Instructions for the task: From the entries below, copy each line in which the word "controls" occurs.

Collected data
Segment Open

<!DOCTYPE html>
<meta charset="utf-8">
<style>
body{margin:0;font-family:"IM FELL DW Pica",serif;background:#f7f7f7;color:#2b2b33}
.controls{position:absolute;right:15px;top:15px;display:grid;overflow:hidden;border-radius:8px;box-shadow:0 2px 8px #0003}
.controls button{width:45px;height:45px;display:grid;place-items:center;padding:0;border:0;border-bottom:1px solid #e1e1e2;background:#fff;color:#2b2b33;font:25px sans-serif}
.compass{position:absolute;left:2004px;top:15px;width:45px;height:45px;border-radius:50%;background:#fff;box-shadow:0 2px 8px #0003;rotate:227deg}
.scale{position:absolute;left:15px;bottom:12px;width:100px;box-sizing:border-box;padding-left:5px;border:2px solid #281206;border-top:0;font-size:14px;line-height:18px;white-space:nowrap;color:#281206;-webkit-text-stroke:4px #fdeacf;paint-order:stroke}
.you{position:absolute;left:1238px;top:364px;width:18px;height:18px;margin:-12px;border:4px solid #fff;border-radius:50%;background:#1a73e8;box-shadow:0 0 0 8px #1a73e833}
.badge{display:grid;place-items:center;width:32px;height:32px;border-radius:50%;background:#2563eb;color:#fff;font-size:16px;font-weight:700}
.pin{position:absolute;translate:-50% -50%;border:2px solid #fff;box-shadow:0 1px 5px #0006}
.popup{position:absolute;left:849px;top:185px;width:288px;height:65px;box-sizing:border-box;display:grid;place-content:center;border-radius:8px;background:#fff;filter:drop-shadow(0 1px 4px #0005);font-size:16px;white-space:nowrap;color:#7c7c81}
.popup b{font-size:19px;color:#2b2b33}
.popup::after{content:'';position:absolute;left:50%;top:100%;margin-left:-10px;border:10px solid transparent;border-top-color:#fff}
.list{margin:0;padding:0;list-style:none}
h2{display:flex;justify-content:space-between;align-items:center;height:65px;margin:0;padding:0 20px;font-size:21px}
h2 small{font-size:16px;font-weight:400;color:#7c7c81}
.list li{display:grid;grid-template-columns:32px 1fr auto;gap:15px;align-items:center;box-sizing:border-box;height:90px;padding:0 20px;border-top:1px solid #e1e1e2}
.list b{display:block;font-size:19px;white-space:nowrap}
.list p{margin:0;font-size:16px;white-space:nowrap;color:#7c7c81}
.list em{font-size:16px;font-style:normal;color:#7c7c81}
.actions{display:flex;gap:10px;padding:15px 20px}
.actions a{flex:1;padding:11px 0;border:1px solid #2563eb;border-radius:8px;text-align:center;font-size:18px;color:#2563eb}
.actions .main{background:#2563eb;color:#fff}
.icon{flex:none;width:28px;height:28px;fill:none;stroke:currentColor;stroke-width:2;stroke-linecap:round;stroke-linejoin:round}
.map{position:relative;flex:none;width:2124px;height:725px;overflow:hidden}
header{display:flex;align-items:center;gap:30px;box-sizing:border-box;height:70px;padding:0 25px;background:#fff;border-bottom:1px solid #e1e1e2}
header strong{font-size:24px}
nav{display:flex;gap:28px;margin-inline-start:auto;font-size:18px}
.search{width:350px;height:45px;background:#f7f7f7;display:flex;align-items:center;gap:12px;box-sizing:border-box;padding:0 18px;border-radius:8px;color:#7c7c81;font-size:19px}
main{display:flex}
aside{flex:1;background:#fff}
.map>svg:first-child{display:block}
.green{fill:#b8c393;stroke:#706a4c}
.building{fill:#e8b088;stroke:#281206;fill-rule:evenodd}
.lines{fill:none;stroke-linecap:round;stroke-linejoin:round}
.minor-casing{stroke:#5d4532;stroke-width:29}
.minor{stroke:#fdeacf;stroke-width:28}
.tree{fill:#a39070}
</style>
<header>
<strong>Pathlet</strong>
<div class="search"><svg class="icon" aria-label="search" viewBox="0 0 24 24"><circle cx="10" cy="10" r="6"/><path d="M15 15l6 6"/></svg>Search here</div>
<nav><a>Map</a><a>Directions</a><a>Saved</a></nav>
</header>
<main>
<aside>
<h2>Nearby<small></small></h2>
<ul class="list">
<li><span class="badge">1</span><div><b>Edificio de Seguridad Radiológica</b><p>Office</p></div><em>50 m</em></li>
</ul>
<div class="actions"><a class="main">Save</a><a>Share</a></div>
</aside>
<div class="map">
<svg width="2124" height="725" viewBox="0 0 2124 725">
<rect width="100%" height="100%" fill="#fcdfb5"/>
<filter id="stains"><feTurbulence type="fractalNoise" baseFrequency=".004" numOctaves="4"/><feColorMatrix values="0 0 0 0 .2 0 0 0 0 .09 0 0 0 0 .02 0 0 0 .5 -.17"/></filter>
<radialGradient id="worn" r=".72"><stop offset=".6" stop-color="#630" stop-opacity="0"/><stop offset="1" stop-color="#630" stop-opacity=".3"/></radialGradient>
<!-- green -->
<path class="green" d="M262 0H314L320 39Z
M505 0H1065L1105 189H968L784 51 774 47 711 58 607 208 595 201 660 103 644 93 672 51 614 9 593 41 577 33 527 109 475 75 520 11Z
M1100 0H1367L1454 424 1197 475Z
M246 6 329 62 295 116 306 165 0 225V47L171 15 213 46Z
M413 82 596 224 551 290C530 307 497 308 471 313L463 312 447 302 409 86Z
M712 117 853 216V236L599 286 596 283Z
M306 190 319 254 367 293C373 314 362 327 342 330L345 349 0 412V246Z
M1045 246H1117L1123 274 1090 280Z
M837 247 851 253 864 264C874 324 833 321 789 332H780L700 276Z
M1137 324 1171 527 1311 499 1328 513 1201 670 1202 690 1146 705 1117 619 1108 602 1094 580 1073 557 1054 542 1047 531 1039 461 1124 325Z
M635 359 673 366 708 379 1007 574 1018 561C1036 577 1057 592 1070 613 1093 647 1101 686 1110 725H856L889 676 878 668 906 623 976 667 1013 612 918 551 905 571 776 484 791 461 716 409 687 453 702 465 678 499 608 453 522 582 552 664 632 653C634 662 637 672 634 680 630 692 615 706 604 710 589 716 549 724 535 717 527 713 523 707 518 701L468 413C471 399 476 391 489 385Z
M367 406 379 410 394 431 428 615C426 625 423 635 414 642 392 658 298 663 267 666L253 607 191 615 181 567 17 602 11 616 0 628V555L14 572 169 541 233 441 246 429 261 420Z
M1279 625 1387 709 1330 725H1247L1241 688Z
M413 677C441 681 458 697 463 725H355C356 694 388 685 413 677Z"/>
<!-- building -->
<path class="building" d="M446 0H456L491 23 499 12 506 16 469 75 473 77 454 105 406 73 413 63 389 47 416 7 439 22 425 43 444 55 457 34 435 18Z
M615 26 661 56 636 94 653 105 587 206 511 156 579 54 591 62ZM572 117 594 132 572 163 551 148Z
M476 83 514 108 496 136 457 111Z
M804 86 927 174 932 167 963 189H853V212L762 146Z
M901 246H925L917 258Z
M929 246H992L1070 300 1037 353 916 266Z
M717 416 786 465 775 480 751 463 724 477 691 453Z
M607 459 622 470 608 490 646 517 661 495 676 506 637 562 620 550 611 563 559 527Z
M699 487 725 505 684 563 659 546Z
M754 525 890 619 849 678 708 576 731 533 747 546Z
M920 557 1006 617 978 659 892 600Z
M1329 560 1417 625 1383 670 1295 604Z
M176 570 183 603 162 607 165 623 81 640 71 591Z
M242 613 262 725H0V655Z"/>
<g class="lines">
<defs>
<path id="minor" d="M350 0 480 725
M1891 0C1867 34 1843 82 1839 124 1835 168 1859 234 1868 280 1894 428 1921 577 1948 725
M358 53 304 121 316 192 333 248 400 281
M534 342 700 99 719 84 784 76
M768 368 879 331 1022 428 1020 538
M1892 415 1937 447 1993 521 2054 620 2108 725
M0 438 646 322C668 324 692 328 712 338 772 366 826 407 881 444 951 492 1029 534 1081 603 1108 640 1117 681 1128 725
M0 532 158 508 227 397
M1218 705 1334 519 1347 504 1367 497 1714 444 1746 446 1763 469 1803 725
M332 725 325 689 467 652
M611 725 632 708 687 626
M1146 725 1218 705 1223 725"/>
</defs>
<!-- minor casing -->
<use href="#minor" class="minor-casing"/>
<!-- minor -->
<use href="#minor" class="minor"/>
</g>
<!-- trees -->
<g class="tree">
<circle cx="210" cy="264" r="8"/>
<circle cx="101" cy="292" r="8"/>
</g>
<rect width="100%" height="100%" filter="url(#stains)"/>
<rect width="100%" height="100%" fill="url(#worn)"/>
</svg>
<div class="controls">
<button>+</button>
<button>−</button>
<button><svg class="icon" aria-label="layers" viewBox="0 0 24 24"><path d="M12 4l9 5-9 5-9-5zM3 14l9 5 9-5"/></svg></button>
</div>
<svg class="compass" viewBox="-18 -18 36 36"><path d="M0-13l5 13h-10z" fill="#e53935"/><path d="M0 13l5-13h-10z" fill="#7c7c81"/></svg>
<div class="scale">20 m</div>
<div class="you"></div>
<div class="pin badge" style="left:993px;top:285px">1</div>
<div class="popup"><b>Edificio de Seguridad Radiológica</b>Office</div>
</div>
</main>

Segment Closed

Exercise result:
.controls{position:absolute;right:15px;top:15px;display:grid;overflow:hidden;border-radius:8px;box-shadow:0 2px 8px #0003}
.controls button{width:45px;height:45px;display:grid;place-items:center;padding:0;border:0;border-bottom:1px solid #e1e1e2;background:#fff;color:#2b2b33;font:25px sans-serif}
<div class="controls">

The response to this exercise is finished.